Below are records; please give the number of their lines that contain the string "LERKELUNDEN", and only that number.

(STUDY MATERIAL)

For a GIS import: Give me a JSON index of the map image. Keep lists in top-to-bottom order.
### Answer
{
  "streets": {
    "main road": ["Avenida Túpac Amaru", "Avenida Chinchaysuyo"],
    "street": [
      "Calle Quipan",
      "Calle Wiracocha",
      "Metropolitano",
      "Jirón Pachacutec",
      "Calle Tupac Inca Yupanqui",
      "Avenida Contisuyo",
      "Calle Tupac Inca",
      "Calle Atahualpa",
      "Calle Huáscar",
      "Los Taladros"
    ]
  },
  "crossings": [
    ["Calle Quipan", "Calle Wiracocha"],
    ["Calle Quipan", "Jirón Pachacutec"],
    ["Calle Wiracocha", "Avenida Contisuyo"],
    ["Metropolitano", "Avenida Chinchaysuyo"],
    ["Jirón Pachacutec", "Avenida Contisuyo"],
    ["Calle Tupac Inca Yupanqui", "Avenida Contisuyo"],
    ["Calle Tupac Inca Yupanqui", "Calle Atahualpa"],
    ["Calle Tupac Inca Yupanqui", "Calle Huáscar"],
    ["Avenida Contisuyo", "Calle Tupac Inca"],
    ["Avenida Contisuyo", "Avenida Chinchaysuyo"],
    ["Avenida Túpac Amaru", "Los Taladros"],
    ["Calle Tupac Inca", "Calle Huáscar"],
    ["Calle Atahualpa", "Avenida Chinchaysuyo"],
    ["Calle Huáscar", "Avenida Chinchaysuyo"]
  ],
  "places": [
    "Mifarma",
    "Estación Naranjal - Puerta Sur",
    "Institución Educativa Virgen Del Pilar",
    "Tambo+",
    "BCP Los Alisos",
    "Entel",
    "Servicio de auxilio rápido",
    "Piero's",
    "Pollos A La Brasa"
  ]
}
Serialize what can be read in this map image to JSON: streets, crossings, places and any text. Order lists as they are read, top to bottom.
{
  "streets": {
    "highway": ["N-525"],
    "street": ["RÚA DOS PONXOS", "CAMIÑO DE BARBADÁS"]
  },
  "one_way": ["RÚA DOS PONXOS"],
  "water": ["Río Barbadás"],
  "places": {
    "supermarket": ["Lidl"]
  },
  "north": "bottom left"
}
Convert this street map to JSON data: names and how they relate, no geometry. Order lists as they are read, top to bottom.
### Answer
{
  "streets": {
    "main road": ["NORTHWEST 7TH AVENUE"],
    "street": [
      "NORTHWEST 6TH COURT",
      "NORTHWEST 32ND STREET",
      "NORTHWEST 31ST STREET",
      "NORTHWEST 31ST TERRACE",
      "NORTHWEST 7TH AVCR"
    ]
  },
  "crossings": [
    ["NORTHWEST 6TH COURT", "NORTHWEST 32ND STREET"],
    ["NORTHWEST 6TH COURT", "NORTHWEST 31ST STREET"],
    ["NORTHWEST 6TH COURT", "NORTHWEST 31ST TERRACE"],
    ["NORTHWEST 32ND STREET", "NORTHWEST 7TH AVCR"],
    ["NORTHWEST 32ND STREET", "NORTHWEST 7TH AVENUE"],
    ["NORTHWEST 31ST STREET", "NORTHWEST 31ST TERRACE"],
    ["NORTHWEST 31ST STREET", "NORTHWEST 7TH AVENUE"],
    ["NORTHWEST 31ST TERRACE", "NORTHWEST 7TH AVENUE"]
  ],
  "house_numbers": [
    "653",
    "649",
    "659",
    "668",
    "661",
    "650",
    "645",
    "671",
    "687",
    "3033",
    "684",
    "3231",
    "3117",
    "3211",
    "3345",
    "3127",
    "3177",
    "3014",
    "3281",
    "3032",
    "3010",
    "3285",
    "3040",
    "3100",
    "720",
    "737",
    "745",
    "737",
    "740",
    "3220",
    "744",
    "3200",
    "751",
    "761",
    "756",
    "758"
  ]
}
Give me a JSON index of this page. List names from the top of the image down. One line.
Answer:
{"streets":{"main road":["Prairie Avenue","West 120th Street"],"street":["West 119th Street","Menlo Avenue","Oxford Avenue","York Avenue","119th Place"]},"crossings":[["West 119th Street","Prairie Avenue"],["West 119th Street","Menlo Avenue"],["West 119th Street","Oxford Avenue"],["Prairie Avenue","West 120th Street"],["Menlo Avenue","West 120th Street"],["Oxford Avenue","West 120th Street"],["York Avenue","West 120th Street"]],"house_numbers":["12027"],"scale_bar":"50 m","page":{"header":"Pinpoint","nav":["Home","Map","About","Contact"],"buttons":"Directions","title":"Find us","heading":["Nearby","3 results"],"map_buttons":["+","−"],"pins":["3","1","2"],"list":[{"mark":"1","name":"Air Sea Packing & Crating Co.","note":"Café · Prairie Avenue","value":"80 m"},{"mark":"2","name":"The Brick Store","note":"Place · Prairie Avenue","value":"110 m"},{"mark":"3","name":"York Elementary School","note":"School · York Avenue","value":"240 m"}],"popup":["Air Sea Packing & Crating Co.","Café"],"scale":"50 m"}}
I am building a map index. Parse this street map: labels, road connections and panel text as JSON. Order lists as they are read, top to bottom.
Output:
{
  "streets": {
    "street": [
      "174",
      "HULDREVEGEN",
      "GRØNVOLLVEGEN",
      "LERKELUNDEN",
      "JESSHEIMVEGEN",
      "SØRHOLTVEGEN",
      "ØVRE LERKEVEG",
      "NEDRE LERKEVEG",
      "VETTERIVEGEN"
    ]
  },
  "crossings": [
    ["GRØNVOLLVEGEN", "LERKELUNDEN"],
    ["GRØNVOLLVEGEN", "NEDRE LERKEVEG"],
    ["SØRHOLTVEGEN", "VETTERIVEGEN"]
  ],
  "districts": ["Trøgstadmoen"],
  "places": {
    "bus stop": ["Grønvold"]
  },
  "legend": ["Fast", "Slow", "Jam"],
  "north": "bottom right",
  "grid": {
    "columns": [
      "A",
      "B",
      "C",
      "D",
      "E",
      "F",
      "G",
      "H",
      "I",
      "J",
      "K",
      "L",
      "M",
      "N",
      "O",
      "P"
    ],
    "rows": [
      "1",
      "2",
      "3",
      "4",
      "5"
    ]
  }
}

(End STUDY MATERIAL)

• **TASK ANSWER**
2